Plus, she’s not that smart. She’s basically a bodyguard to Jacob Hood, the show’s Mulder-ish character. And she can’t autopsy crap.

So ladies, if you can’t stand the heat, I suggest you stay the heck out of the science fiction kitchen.

Monday, October 6, 2008

Re-recording life

I was thinking about it and thank goodness that when you’re leaving a message on someone’s phone you can go back and re-record it if you mess up.

Like when you get done you can press pound and it will say “If you’re satisfied press this key, if you want to re-record your message press this key.”

This came in handy one day when I was calling this girl and while I was leaving the message my voice cracked. It went something like this: “Hey just give me a call back when you have TiMe.”

I was mortified. Thankfully I had the presence of mind to quickly press pound and I got to go back and re-record it. Otherwise that humiliating moment would have been digitally preserved forever, cause who’s gonna erase a ridiculous message like that? I can picture it:

Girl #1: “I’m so bored. What should we do?”

Girl #2: “You wanna listen to that voicemail message again? It’s hilarious. I mean, go through puberty already! What a dork!”

Luckily I was saved by the power of pressing pound. Man, I love that feature. It’s a lifesaver. I wish I could do that with other things in life. Like, the next time I’m having a conversation with some girl and I realize “Oh, man. That sounded creepy,” I would simply press pound on my phone-of-life and give it another shot, re-recording it until I say the smoothest thing possible.

I would re-record a lot of stuff, believe you me. I would re-record all the times I fell on the ice or slipped on a wet floor or tripped on a crack in the sidewalk. I would re-record all the times I’ve tried to go in the “out” door or walked into something. I would re-record all the times I've called someone by the wrong name. I would re-record all the times I’ve asked someone when their due date was and what the sex of their child was only to realize they aren’t pregnant, just a little overweight.

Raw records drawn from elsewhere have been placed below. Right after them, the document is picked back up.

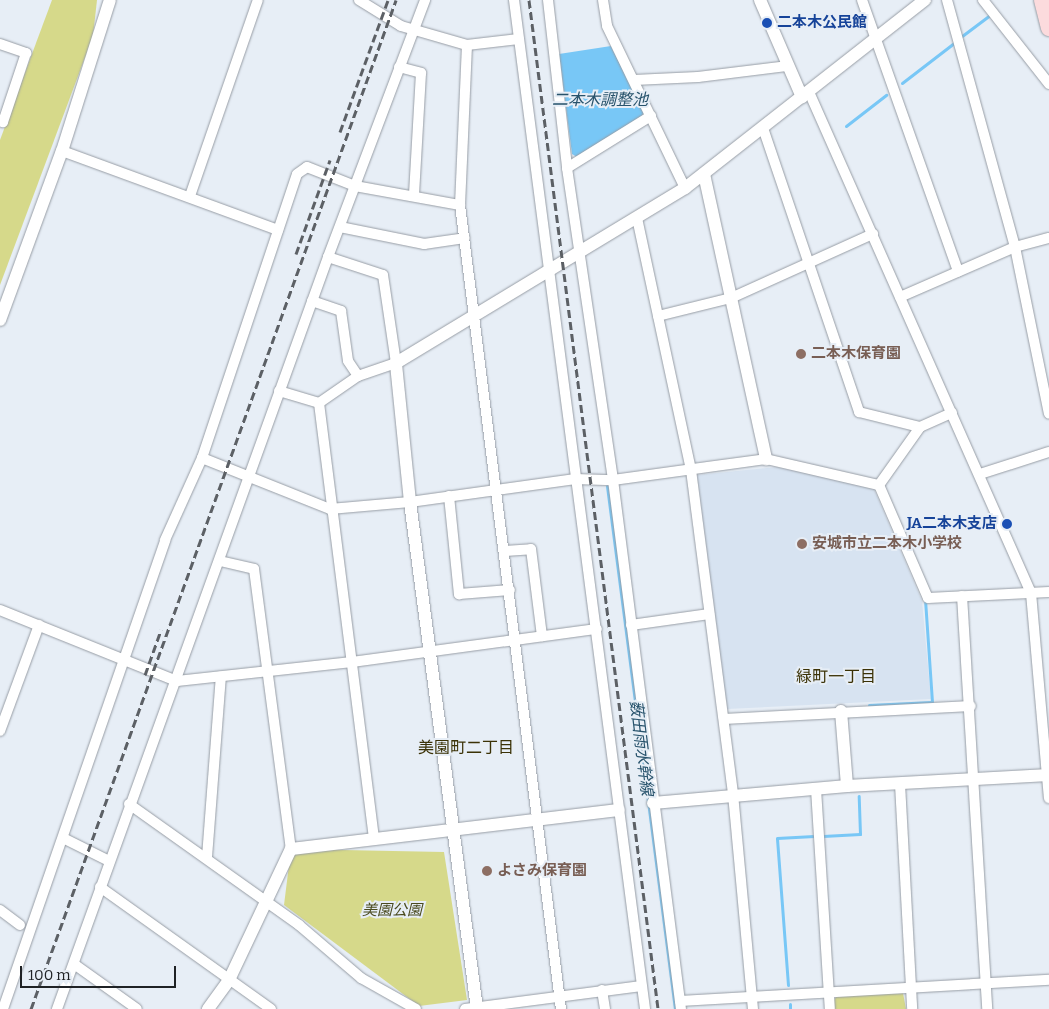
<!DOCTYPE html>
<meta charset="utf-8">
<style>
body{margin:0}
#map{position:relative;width:1049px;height:1009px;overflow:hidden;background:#e7eef6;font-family:Bitter,"Noto Sans JP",serif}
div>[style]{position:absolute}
.built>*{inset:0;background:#d7e3f1}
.green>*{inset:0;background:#d6d98a}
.water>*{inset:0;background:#78c7f6}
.stream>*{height:3px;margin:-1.5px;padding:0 1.5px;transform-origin:1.5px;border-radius:1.5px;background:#78c7f6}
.roads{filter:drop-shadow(0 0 1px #979da5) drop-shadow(0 0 1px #979da5)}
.minor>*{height:10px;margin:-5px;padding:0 5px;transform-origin:5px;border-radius:5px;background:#fff}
.tertiary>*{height:12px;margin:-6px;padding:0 6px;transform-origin:6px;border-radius:6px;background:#fff}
.primary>*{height:16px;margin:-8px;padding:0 8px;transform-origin:8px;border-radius:8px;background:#fcdbdd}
.rail>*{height:3px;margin-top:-1.5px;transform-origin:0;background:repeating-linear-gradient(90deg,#5c6065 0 8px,transparent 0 12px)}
.dots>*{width:14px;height:14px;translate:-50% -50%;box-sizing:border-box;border:2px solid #e7eef6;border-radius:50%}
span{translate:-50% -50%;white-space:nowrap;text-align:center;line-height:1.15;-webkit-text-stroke:4px #e7eef6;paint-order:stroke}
.transit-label{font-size:15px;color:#164399;font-weight:700}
.left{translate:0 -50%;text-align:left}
.right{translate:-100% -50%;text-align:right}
.education-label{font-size:15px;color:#785e54;font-weight:700}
.park-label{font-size:15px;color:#494a1e;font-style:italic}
.water-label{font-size:16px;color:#28536c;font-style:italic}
.neighbourhood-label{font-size:16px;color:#3b3206}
.scale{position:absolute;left:20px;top:966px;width:156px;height:22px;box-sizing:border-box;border:2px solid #1f2225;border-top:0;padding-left:6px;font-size:15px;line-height:18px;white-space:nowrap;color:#1f2225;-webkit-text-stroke:4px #e7eef6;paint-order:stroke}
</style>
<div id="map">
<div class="built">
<i style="clip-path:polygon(777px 467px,873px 487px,922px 601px,931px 699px,727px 709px,697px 475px)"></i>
</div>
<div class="green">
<i style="clip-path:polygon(52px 0,97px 0,93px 36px,0 285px,0 140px)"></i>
<i style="clip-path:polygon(291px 849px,444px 852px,467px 1000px,419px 1006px,284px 905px)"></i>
<i style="clip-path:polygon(903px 993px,906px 1009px,834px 1009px,834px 1000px,837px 996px)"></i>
</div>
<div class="water">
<i style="clip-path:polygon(611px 46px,644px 112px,642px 116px,577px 157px,572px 154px,559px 54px)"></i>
</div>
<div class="stream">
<i style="left:962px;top:36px;width:35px;rotate:-37deg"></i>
<i style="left:902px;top:83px;width:66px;rotate:-37.6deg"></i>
<i style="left:846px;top:126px;width:51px;rotate:-37.8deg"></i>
<i style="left:607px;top:486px;width:527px;rotate:82.59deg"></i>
<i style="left:869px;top:705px;width:63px;rotate:-2.7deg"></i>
<i style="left:932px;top:702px;width:102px;rotate:-93.9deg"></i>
<i style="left:823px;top:836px;width:37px;rotate:-3deg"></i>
<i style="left:860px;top:834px;width:38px;rotate:-92deg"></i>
<i style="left:788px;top:985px;width:147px;rotate:-94.3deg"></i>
<i style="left:777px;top:838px;width:37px;rotate:-3deg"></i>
<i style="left:790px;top:1004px;width:5px;rotate:90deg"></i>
</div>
<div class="roads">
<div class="minor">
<i style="left:359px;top:0;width:49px;rotate:31.8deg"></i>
<i style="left:401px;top:26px;width:69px;rotate:16.1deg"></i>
<i style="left:467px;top:45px;width:52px;rotate:-6.6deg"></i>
<i style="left:514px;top:0;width:1017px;rotate:82.6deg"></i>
<i style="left:548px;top:0;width:169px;rotate:83.5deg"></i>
<i style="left:567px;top:168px;width:315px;rotate:81.6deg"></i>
<i style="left:613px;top:480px;width:533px;rotate:82.68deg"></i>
<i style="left:603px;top:0;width:26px;rotate:81deg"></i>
<i style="left:607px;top:26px;width:180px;rotate:64.3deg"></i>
<i style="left:862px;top:0;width:288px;rotate:70.5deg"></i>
<i style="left:947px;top:0;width:256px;rotate:74.6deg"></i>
<i style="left:1015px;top:247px;width:170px;rotate:78.5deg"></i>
<i style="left:983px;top:0;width:107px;rotate:51.8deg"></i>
<i style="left:0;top:44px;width:28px;rotate:19deg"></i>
<i style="left:26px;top:53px;width:73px;rotate:108.4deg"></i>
<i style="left:3px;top:122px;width:4px;rotate:-146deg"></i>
<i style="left:467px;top:45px;width:160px;rotate:92.5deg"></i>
<i style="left:460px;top:205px;width:810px;rotate:82.84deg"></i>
<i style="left:399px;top:67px;width:23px;rotate:15deg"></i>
<i style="left:421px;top:73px;width:123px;rotate:93.3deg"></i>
<i style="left:634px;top:80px;width:64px;rotate:-2.7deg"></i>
<i style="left:698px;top:77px;width:91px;rotate:-7deg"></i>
<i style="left:809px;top:92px;width:548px;rotate:66.1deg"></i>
<i style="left:1031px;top:593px;width:206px;rotate:85deg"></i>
<i style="left:763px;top:128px;width:300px;rotate:71.3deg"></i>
<i style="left:859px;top:412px;width:63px;rotate:13.8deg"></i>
<i style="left:62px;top:151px;width:230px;rotate:20.1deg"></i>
<i style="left:567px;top:168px;width:99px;rotate:-31.8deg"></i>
<i style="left:190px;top:196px;width:207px;rotate:-70.9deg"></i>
<i style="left:637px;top:218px;width:258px;rotate:77.9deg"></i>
<i style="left:691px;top:470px;width:327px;rotate:82.6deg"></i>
<i style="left:733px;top:794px;width:216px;rotate:84.7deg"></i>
<i style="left:340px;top:227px;width:86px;rotate:11.4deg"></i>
<i style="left:424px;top:244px;width:41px;rotate:-8.3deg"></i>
<i style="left:900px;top:297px;width:125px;rotate:-23.5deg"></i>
<i style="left:1015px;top:247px;width:35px;rotate:-15deg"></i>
<i style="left:312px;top:301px;width:31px;rotate:19deg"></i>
<i style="left:341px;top:311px;width:50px;rotate:82deg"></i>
<i style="left:348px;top:361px;width:18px;rotate:56deg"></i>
<i style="left:658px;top:316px;width:75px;rotate:-13.9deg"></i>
<i style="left:731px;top:298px;width:156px;rotate:-24.3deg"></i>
<i style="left:279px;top:391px;width:42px;rotate:16.7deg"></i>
<i style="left:319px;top:403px;width:439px;rotate:82.8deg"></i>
<i style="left:319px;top:403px;width:47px;rotate:-34.7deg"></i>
<i style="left:358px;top:376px;width:40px;rotate:-18.9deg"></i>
<i style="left:396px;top:363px;width:89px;rotate:-98.4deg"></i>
<i style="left:383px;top:275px;width:58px;rotate:-161.9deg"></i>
<i style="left:202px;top:458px;width:138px;rotate:21.7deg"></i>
<i style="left:330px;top:509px;width:80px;rotate:-5deg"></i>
<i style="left:410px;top:502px;width:167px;rotate:-7.9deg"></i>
<i style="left:575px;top:479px;width:38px;rotate:2deg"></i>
<i style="left:613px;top:480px;width:154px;rotate:-7.8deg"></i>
<i style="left:766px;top:459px;width:116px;rotate:13deg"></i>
<i style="left:980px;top:474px;width:72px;rotate:-17.7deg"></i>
<i style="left:879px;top:485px;width:123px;rotate:66.6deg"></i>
<i style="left:928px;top:598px;width:121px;rotate:-2.8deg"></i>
<i style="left:879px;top:485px;width:71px;rotate:-54.7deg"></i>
<i style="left:920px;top:427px;width:35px;rotate:-24deg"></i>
<i style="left:449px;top:496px;width:99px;rotate:84.2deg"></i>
<i style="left:459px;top:594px;width:51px;rotate:-4.5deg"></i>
<i style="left:505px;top:551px;width:26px;rotate:-4deg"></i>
<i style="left:531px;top:549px;width:88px;rotate:82.8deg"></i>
<i style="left:220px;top:561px;width:35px;rotate:13deg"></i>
<i style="left:254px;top:569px;width:282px;rotate:82.5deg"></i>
<i style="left:962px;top:596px;width:414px;rotate:86.5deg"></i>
<i style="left:0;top:610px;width:191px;rotate:21.9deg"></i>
<i style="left:177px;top:681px;width:176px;rotate:-6.2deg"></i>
<i style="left:352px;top:662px;width:247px;rotate:-7.7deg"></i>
<i style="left:631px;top:625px;width:79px;rotate:-8deg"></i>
<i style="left:724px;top:719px;width:247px;rotate:-3deg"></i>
<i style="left:0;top:731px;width:113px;rotate:-69.8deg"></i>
<i style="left:900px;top:784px;width:225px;rotate:86.9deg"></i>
<i style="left:816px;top:789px;width:220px;rotate:86.4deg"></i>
<i style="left:129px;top:804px;width:209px;rotate:35.4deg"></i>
<i style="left:299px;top:925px;width:82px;rotate:40.5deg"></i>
<i style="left:361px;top:978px;width:63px;rotate:29.4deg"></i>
<i style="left:63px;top:838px;width:51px;rotate:26.6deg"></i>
<i style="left:207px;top:857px;width:181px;rotate:-85.6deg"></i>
<i style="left:100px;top:887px;width:210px;rotate:35.5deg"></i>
<i style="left:0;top:910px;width:25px;rotate:37deg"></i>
<i style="left:74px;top:964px;width:77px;rotate:35.5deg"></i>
<i style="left:602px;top:990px;width:19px;rotate:81deg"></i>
<i style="left:680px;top:1001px;width:370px;rotate:-3.3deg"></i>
<i style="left:3px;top:1009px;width:496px;rotate:-70.9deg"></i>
<i style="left:165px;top:540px;width:90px;rotate:-65.7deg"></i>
<i style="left:202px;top:458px;width:299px;rotate:-71.5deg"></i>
<i style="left:297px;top:174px;width:12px;rotate:-35deg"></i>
<i style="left:307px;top:167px;width:52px;rotate:21.6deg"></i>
<i style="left:355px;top:186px;width:107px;rotate:10.3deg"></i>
<i style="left:57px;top:1009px;width:799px;rotate:-70.18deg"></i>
<i style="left:328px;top:257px;width:275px;rotate:-69.3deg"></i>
<i style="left:465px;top:1009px;width:178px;rotate:-7.4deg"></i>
</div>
<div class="tertiary">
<i style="left:760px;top:0;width:106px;rotate:66.6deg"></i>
<i style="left:704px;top:174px;width:292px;rotate:77.7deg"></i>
<i style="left:0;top:320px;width:180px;rotate:-69.9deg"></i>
<i style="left:62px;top:151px;width:158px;rotate:-72.4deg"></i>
<i style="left:841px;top:711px;width:75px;rotate:85.4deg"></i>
<i style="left:653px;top:803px;width:195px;rotate:-5deg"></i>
<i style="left:847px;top:786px;width:202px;rotate:-3.1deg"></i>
<i style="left:208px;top:1009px;width:36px;rotate:-54deg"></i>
<i style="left:229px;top:980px;width:145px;rotate:-64.7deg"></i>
<i style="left:291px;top:849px;width:330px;rotate:-6.8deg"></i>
<i style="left:477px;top:1009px;width:511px;rotate:-97.53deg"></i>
<i style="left:410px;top:502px;width:140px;rotate:-95.8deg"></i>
<i style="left:396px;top:363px;width:338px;rotate:-31.2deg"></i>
<i style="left:685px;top:188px;width:305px;rotate:-38.1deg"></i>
</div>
<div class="primary">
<i style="left:1042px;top:0;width:29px;rotate:76deg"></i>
</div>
</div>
<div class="rail">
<i style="left:529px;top:0;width:1017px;rotate:82.71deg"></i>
<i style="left:340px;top:132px;width:140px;rotate:-70deg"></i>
<i style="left:296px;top:254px;width:100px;rotate:-70.1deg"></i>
<i style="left:145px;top:675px;width:48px;rotate:-70.4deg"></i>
<i style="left:31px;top:1009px;width:1073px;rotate:-70.11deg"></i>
</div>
<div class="dots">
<i style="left:767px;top:23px;background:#1a4fb4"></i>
<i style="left:801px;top:354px;background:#8d6e63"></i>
<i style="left:1007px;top:524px;background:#1a4fb4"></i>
<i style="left:802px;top:544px;background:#8d6e63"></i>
<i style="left:487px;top:871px;background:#8d6e63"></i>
</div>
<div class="transit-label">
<span class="left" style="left:777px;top:23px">二本木公民館</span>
<span class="right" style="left:997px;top:524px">JA二本木支店</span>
</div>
<div class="education-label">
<span class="left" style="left:811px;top:354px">二本木保育園</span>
<span class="left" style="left:812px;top:544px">安城市立二本木小学校</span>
<span class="left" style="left:497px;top:871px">よさみ保育園</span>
</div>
<div class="park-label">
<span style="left:392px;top:911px">美園公園</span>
</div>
<div class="water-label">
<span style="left:600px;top:100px">二本木調整池</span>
<span style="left:641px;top:748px;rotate:83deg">薮田雨水幹線</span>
</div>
<div class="neighbourhood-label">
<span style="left:836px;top:677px">緑町一丁目</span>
<span style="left:466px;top:748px">美園町二丁目</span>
</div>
<div class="scale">100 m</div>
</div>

I would re-record the times I’ve made a “your mom” joke and then found out that the person’s mother was dead.

I would pretty much be the smoothest person ever. But I guess where’s the fun in that? I know I’d be sad if everyone else suddenly got a phone-of-life and became suddenly smooth. I like laughing at other people just as much as they like laughing at me.

Just be aware that if you leave me a message and your voice cracks, I'm never deleting it.